Of all our local fish, halibut is probably our favorite. This large deep-sea fish migrates to comparatively shallower waters in the summer months to hunt salmon. Because we fish more from shore than from boats, halibut is a rare treat. Prime fishing grounds are just off our beach, but we need calm seas and a good launching tide to get out to where we can drop a line.
Fishing for halibut is easy. It requires patience, a good stout rod with plenty of line, and a rig. I grew up using store-bought rigs, basically a swivel with two lengths of leader line. One length holds the hook; the other holds enough weight to take the rig down to the depths, usually more than 200 feet.
One day at a sporting goods store I found rigs made in Alaska. I grabbed several, glad to be “buying Alaskan,” when I realized that I was holding a very simple rig that I could make myself, using materials I already owned! I’ve never bought a rig since.
These homemade rigs use a doubled length of seine twine instead leader. I make mine using either the standard circular halibut hooks, or mid-sized octopus hooks.

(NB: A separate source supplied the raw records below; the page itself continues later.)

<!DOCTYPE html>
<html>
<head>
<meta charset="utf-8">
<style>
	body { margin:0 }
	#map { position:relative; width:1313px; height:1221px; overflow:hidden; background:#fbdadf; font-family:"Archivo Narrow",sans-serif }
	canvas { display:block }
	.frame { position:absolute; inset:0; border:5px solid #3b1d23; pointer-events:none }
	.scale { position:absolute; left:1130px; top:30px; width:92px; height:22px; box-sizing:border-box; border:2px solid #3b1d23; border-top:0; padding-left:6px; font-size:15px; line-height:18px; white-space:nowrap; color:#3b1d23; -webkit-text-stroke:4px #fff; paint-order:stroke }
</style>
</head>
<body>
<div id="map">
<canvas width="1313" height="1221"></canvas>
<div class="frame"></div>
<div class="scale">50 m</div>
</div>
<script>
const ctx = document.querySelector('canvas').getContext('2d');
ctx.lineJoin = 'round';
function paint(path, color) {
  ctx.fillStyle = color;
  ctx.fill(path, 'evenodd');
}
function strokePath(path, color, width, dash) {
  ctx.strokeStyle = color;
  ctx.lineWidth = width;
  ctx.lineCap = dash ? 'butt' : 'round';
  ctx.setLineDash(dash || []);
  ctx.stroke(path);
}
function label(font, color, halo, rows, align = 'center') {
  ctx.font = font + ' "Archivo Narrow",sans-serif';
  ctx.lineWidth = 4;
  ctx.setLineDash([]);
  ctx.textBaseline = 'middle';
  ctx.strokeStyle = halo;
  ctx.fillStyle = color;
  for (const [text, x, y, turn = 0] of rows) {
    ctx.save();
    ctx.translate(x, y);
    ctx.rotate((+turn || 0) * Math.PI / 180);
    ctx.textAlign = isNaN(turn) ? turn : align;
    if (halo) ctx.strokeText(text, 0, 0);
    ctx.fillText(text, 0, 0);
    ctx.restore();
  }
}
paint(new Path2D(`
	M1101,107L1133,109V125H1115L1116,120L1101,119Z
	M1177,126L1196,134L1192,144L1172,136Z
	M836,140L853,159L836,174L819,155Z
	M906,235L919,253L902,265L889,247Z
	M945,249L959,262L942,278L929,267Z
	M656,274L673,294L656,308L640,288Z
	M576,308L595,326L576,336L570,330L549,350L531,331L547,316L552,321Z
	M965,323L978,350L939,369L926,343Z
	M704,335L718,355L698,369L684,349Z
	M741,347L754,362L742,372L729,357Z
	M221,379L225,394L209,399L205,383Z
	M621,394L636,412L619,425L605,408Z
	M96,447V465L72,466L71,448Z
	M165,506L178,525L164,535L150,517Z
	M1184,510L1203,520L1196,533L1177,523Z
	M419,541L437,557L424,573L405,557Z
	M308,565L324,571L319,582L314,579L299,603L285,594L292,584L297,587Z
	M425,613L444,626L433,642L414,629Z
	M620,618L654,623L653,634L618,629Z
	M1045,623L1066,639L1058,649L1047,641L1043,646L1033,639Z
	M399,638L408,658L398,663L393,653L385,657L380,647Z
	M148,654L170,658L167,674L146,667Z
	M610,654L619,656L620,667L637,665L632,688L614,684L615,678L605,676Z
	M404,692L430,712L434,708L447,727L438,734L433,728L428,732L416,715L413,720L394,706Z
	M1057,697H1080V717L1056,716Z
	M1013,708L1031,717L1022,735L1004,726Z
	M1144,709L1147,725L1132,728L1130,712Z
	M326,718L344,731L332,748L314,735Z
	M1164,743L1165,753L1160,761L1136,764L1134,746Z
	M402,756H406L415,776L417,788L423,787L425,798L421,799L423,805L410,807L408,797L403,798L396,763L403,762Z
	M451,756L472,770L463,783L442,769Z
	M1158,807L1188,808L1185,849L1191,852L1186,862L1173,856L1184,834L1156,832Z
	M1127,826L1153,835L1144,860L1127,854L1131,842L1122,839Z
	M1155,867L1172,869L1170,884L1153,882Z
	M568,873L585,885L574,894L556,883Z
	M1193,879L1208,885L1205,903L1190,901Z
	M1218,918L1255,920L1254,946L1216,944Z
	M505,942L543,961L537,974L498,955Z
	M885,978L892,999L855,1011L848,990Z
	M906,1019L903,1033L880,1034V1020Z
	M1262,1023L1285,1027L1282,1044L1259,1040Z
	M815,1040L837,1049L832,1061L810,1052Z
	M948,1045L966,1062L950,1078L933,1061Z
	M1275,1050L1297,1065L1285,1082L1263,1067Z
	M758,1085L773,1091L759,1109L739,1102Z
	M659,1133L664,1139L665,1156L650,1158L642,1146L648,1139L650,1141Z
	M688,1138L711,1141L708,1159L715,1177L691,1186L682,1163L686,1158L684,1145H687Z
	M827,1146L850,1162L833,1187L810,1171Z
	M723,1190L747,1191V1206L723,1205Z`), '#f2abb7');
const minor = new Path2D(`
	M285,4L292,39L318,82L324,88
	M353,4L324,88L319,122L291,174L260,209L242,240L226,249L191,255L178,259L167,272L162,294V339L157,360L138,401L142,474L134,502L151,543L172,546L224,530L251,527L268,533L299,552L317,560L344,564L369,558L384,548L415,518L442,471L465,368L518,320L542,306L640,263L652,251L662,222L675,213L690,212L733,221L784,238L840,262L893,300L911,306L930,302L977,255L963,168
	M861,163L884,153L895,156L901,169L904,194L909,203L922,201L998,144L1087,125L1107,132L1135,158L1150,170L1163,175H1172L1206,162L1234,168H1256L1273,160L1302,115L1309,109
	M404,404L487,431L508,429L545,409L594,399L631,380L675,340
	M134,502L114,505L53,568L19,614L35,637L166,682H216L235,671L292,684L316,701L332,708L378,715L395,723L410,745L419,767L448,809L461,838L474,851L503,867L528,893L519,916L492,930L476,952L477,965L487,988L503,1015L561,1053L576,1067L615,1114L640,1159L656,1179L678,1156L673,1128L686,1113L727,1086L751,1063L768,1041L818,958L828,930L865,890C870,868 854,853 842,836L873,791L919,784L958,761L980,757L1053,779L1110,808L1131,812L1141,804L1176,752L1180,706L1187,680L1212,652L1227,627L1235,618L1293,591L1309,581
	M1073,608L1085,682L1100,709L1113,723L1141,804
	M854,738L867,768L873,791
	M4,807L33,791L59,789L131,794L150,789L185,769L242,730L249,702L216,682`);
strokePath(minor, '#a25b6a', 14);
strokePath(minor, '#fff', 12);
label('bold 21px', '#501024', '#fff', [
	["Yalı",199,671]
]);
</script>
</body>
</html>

Both have caught halibut; the latter has the advantage of being small enough that it can catch other fish as well. I’ve seen cohos (silver salmon) dive after a descending halibut rig, snatching the bait and hook before it reaches bottom.

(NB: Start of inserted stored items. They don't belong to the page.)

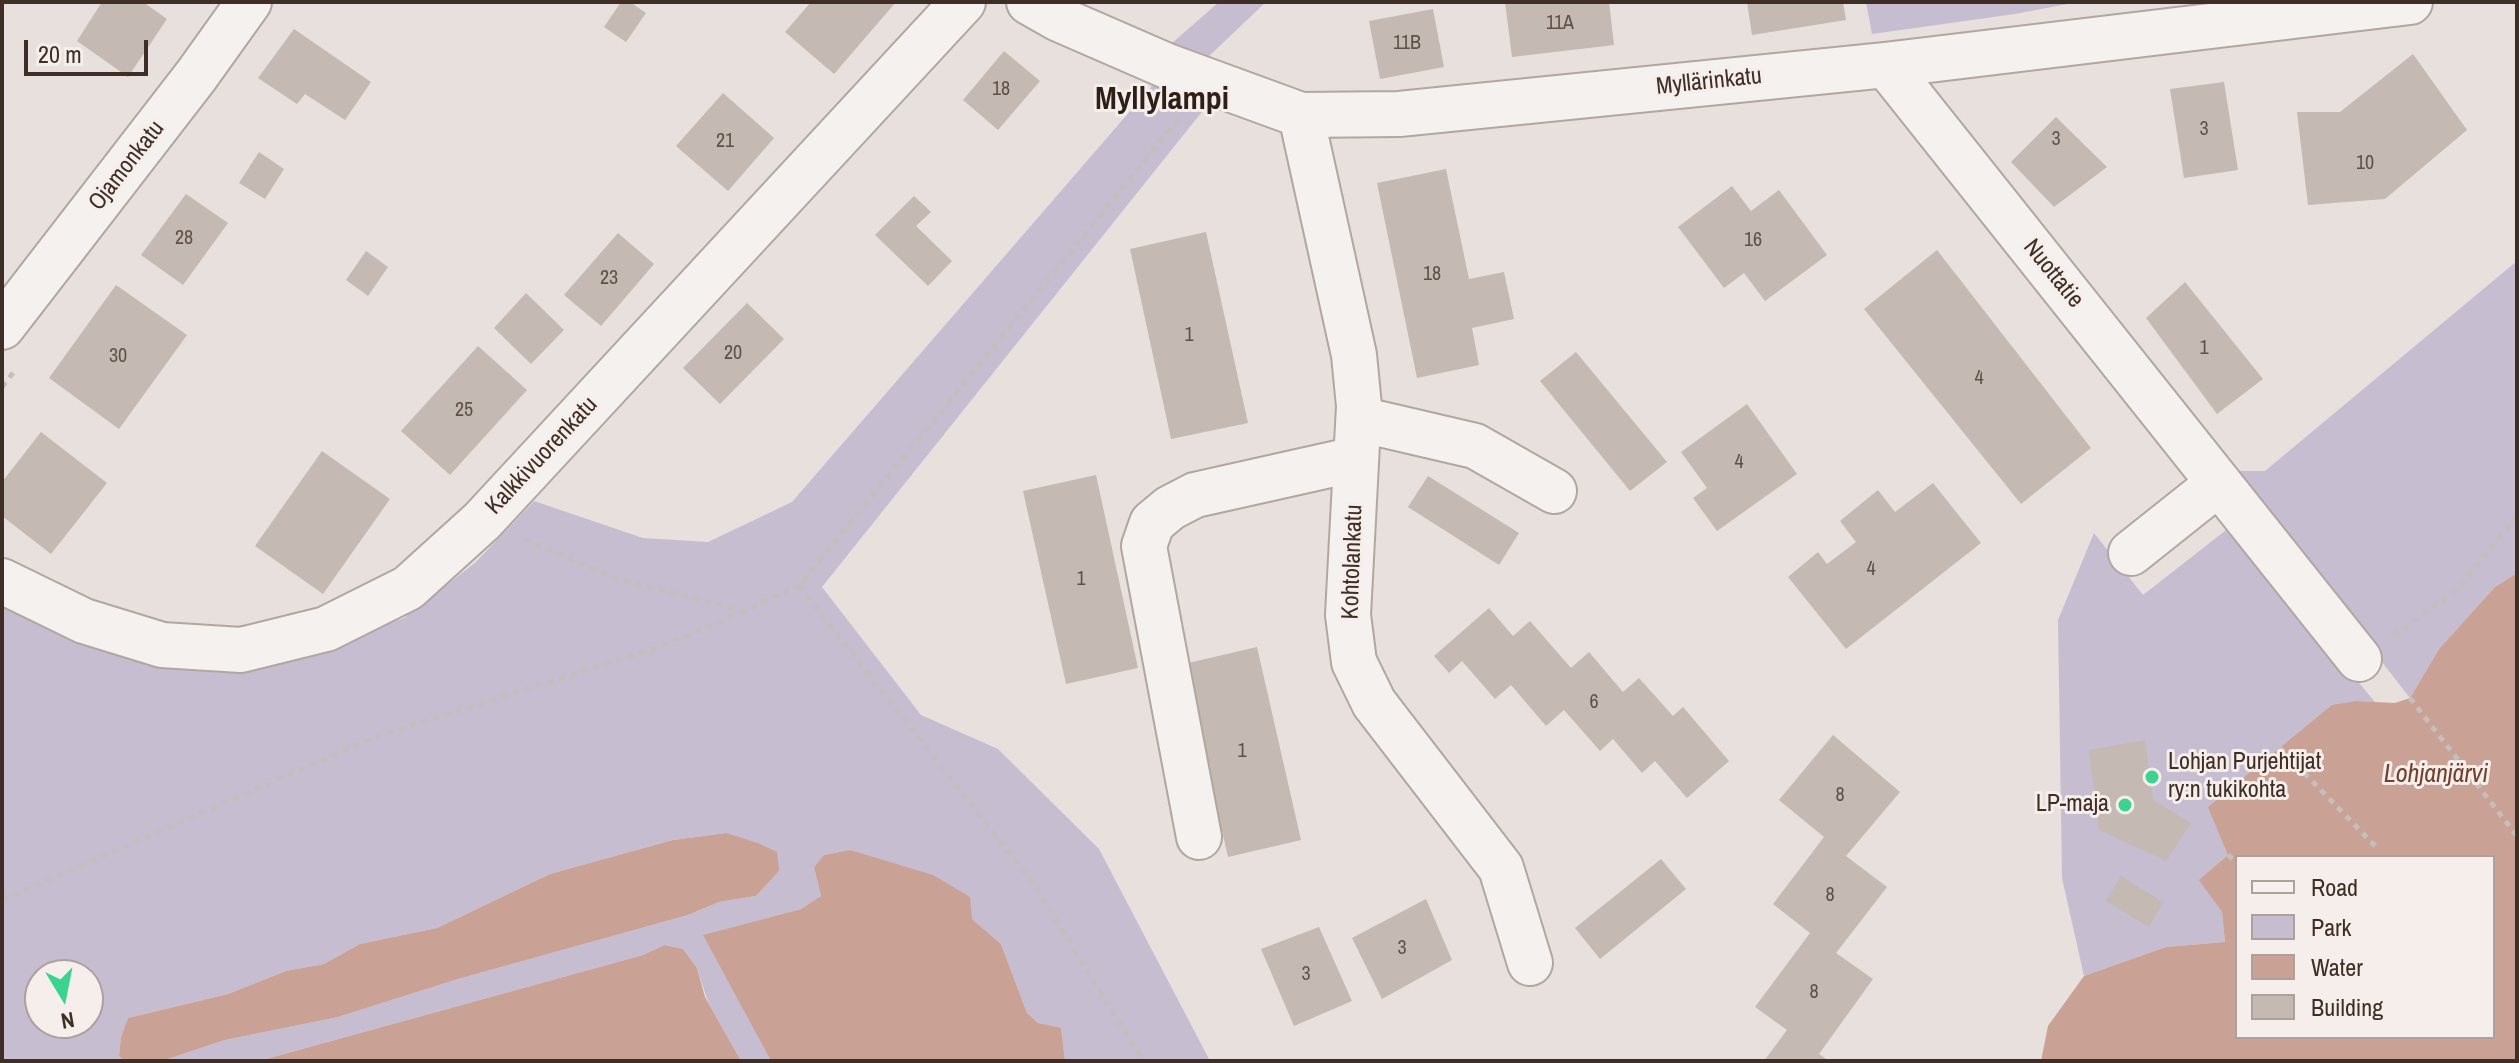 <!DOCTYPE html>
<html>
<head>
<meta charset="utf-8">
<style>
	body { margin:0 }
	#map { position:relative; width:2519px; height:1063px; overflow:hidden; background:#e7e0dc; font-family:"Archivo Narrow",sans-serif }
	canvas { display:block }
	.frame { position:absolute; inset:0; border:4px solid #3e2e25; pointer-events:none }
	.legend { position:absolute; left:2235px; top:855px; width:260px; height:184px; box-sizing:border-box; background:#f5eeeb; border:2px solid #aca19c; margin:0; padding:10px 14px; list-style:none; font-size:24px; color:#3e2e25 }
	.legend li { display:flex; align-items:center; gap:16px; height:40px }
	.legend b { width:40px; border:2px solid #aca19c }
	.north { position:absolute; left:24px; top:959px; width:80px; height:80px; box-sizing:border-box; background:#f5eeeb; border:2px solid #aca19c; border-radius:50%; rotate:170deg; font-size:22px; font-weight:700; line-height:32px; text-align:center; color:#3e2e25 }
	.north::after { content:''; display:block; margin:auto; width:28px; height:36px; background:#3ad48f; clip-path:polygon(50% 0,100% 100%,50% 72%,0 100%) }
	.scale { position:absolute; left:24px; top:40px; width:124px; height:36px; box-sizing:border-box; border:4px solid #3e2e25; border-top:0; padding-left:10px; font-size:24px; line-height:28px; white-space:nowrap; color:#3e2e25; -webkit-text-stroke:6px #f5eeeb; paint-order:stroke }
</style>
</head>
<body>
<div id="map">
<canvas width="2519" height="1063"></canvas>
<div class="frame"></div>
<ul class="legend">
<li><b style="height:10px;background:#f5f1ef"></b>Road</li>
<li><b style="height:22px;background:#c6bdd1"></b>Park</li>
<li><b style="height:22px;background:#c9a195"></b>Water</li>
<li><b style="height:22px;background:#c4b9b3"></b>Building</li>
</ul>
<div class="north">N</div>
<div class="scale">20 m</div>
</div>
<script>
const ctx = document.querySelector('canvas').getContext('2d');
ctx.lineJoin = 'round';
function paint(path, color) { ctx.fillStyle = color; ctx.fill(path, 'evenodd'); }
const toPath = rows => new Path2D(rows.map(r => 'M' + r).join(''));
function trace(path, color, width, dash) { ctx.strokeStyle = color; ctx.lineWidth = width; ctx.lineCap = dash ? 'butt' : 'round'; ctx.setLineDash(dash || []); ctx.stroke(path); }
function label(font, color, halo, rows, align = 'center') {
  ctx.font = font + ' "Archivo Narrow",sans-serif'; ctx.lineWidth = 6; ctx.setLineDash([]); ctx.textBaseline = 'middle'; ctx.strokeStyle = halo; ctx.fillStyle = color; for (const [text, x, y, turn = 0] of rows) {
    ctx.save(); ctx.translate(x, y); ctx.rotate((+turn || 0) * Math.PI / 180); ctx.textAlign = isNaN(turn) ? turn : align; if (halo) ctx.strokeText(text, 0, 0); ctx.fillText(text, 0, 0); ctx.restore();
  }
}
paint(toPath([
	[1219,2,1266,2,1208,57,1171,44],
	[1866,2,2078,2,2015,14,1872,34],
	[1157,80,1205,108,822,587,921,715,998,749,1099,849,1210,1061,1065,1061,1061,1029,1038,1023,1027,1013,1001,944,972,919,850,850,824,855,814,867,821,896,801,909,704,935,771,1061,741,1061,708,1002,697,968,683,949,666,945,643,955,259,1061,162,1061,225,1040,338,1017,458,979,688,915,719,902,756,896,779,871,726,833,673,840,550,874,437,928,360,944,324,964,286,971,228,994,128,1018,121,1037,119,1056,124,1061,2,1061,2,605,85,642,164,668,246,669,315,651,404,618,476,562,534,501,643,538,708,542,792,502],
	[40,975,88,975,88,1023,40,1023],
	[2517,261,2517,573,2495,587,2439,649,2410,698,2233,471,2265,471],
	[2230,527,2375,702,2357,701,2228,855,2200,880,2222,912,2225,942,2166,947,2084,976,2062,878,2058,620,2094,533,2143,595]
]), '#c6bdd1');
paint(toPath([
	[2517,573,2517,1061,2041,1061,2048,1026,2084,976,2166,947,2225,942,2222,912,2199,880,2228,855,2208,807,2332,705,2357,701,2395,703,2410,698,2439,649,2495,587],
	[2237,857,2493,857,2493,1037,2237,1037],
	[726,833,758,843,777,852,779,871,756,896,719,902,688,915,458,979,338,1017,225,1040,162,1061,124,1061,119,1056,121,1037,128,1018,228,994,286,971,324,964,360,944,437,928,550,874,673,840],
	[850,850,933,875,970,897,972,919,1001,944,1027,1013,1038,1023,1061,1028,1065,1061,771,1061,703,935,801,909,821,896,814,867,824,855],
	[665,945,683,949,697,968,705,997,741,1061,259,1061,643,955]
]), '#c9a195');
paint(toPath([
	[102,2,143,2,167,19,128,77,77,41],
	[621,2,630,2,646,13,626,42,604,27],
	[811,2,896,2,834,74,785,32],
	[1505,2,1609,2,1614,45,1512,57],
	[1747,2,1843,2,1846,20,1752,35],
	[1433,9,1444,67,1380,79,1369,21],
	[294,29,371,82,345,120,305,94,297,104,258,78],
	[1004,51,1040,81,998,130,963,100],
	[2413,54,2467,130,2385,199,2308,205,2297,112,2340,112],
	[2224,82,2238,170,2184,178,2170,89],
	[723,93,774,138,728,191,676,146],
	[2056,117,2107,167,2054,207,2011,162],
	[259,152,284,169,265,199,239,183],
	[1446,169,1469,279,1504,272,1514,319,1472,328,1479,365,1417,378,1377,183],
	[1732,186,1751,211,1779,190,1827,255,1765,301,1744,273,1724,288,1678,227],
	[186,194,228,223,183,285,141,255],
	[914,196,931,212,916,226,952,261,928,286,875,235],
	[1206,232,1248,423,1171,439,1130,249],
	[618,233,654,264,601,326,564,295],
	[1937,250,2091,448,2021,504,1864,309],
	[366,251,388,267,368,296,346,280],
	[2185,282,2263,379,2217,414,2146,318],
	[116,285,187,335,119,429,49,378],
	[526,293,564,330,531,364,494,328],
	[747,303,784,339,720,404,683,368],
	[478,346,527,390,450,475,401,431],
	[1576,352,1667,462,1630,491,1540,381],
	[1747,404,1797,474,1717,531,1693,498,1707,488,1681,452],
	[41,432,107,483,51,554,2,516,2,482],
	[322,451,390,499,323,594,255,546],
	[1096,475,1138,668,1066,684,1023,491],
	[1428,476,1519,533,1499,565,1408,507],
	[1933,483,1981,543,1846,649,1788,577,1818,552,1827,564,1856,542,1840,521,1878,490,1895,512],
	[1489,608,1513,636,1530,621,1571,668,1589,652,1623,692,1639,678,1673,716,1683,707,1729,761,1687,798,1655,761,1642,773,1613,739,1600,751,1564,710,1546,726,1511,685,1495,699,1462,661,1449,673,1434,656],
	[1257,647,1301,840,1228,857,1184,664],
	[1833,735,1900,792,1846,856,1887,887,1836,953,1873,979,1819,1054,1829,1061,1764,1061,1787,1030,1755,1007,1810,933,1773,904,1824,837,1779,800],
	[2145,740,2153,800,2191,823,2166,861,2099,830,2089,750],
	[1661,859,1686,889,1600,959,1575,928],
	[2121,876,2163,902,2149,927,2106,901],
	[1426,899,1452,960,1382,999,1352,938],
	[1319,927,1352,1001,1294,1026,1261,949]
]), '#c4b9b3');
const minor = toPath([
	[1029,2,1059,19,1167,66,1301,115,1399,114,1886,65,2410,2],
	[1886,65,2359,659],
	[1301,115,1354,355,1359,406,1348,615,1354,662,1374,703,1501,868,1530,963],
	[2,327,196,76,249,2],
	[1359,419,1475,446,1554,491],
	[2131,553,2219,483],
	[2,581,84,621,162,645,241,650,326,629,408,588,482,521,963,2],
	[1199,837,1144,546,1152,523,1170,508,1195,495,1356,459]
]);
trace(minor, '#b1a7a1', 48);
trace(toPath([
	[2,387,16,369],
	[524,539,617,579,744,611,799,586,1181,116],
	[799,586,1033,883,1143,1061],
	[2393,635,2454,593,2517,516],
	[2410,698,2517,836],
	[2279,747,2378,849],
	[2228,855,2237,863],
	[2,900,378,736,657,648,742,612]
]), '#c5beba', 5, [6, 6]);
trace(minor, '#f5f1ef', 44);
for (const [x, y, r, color] of [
	[2152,777,8,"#3ad48f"],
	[2125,805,8,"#3ad48f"]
]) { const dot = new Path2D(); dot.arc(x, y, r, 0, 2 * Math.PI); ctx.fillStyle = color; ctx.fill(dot); trace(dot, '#f5eeeb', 3); }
label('20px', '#605148', null, [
	["11A",1560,24],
	["11B",1407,44],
	["18",1001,90],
	["3",2204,130],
	["3",2056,140],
	["21",725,142],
	["10",2365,164],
	["28",184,239],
	["16",1753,241],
	["18",1432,275],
	["23",609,279],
	["1",1189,336],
	["1",2204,349],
	["20",733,354],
	["30",118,357],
	["4",1979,379],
	["25",464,411],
	["4",1739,463],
	["4",1871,570],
	["1",1081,580],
	["6",1594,703],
	["1",1242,752],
	["8",1840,796],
	["8",1830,896],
	["3",1402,949],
	["3",1306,975],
	["8",1814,993]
]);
label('24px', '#3e2e25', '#f5eeeb', [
	["Myllärinkatu",1709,82,-6],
	["Ojamonkatu",127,166,-52],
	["Nuottatie",2053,274,51],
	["Kalkkivuorenkatu",542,456,-47],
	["Kohtolankatu",1353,562,-88]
]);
label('24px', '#3e2e25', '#f5eeeb', [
	["Lohjan Purjehtijat",2168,763],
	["ry:n tukikohta",2168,791],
	["LP-maja",2109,805,"right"]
], 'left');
label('italic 26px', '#73402e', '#f5eeeb', [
	["Lohjanjärvi",2436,775]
]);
label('bold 32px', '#2e2018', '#f5eeeb', [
	["Myllylampi",1162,100]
]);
</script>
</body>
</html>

Unless I have herring, I initially bait my rig with a rubber “hootchie” octopus lure. If it doesn’t attract a halibut right away, it usually catches a sea bass or sculpin. These smaller fish then become halibut bait. I often cut a thin strip of belly and hook it so that it waves in the current. Halibut adore octopus. A waving strip of belly meat looks like a tentacle.
Of all the halibut we’ve caught since moving to the homestead, my favorite came from the bay. One day we went there in the canoe to bait our crab traps. We jigged with light rods and lures, catching a few small flounders. We were having fun, but I felt like we should go home and fish off the rocks for some real food.
Just as we were about to quit, something hit my lure and bent my rod double. We were in less than twenty feet of water, so we had no idea what I might have on the line.
It was a 10-pound halibut! It probably didn’t even qualify as a “chicken” as small halibut are called, but that’s okay—we don’t have a freezer to keep a bigger fish.
Michelle baked it using my mom’s beloved halibut recipe (below). With a fresh garden salad, it made quite a feast every night for four nights.
For the record, according to the tide book, that was not a good day to fish for halibut! We were in the wrong place at the wrong time, and we ended up with four fish dinners as a result.
Hard to beat that.
Gertie Zeiger’s Baked Halibut Recipe
Fresh halibut cut into 2-inch pieces
Salad oil mix with garlic salt
Roll fish in Parmesan cheese, then 1/2 cup of oil and 1 Tbsp garlic salt, then cracker crumbs. Place in shallow pan and bake at 450° for 12 minutes. Serves well with rice.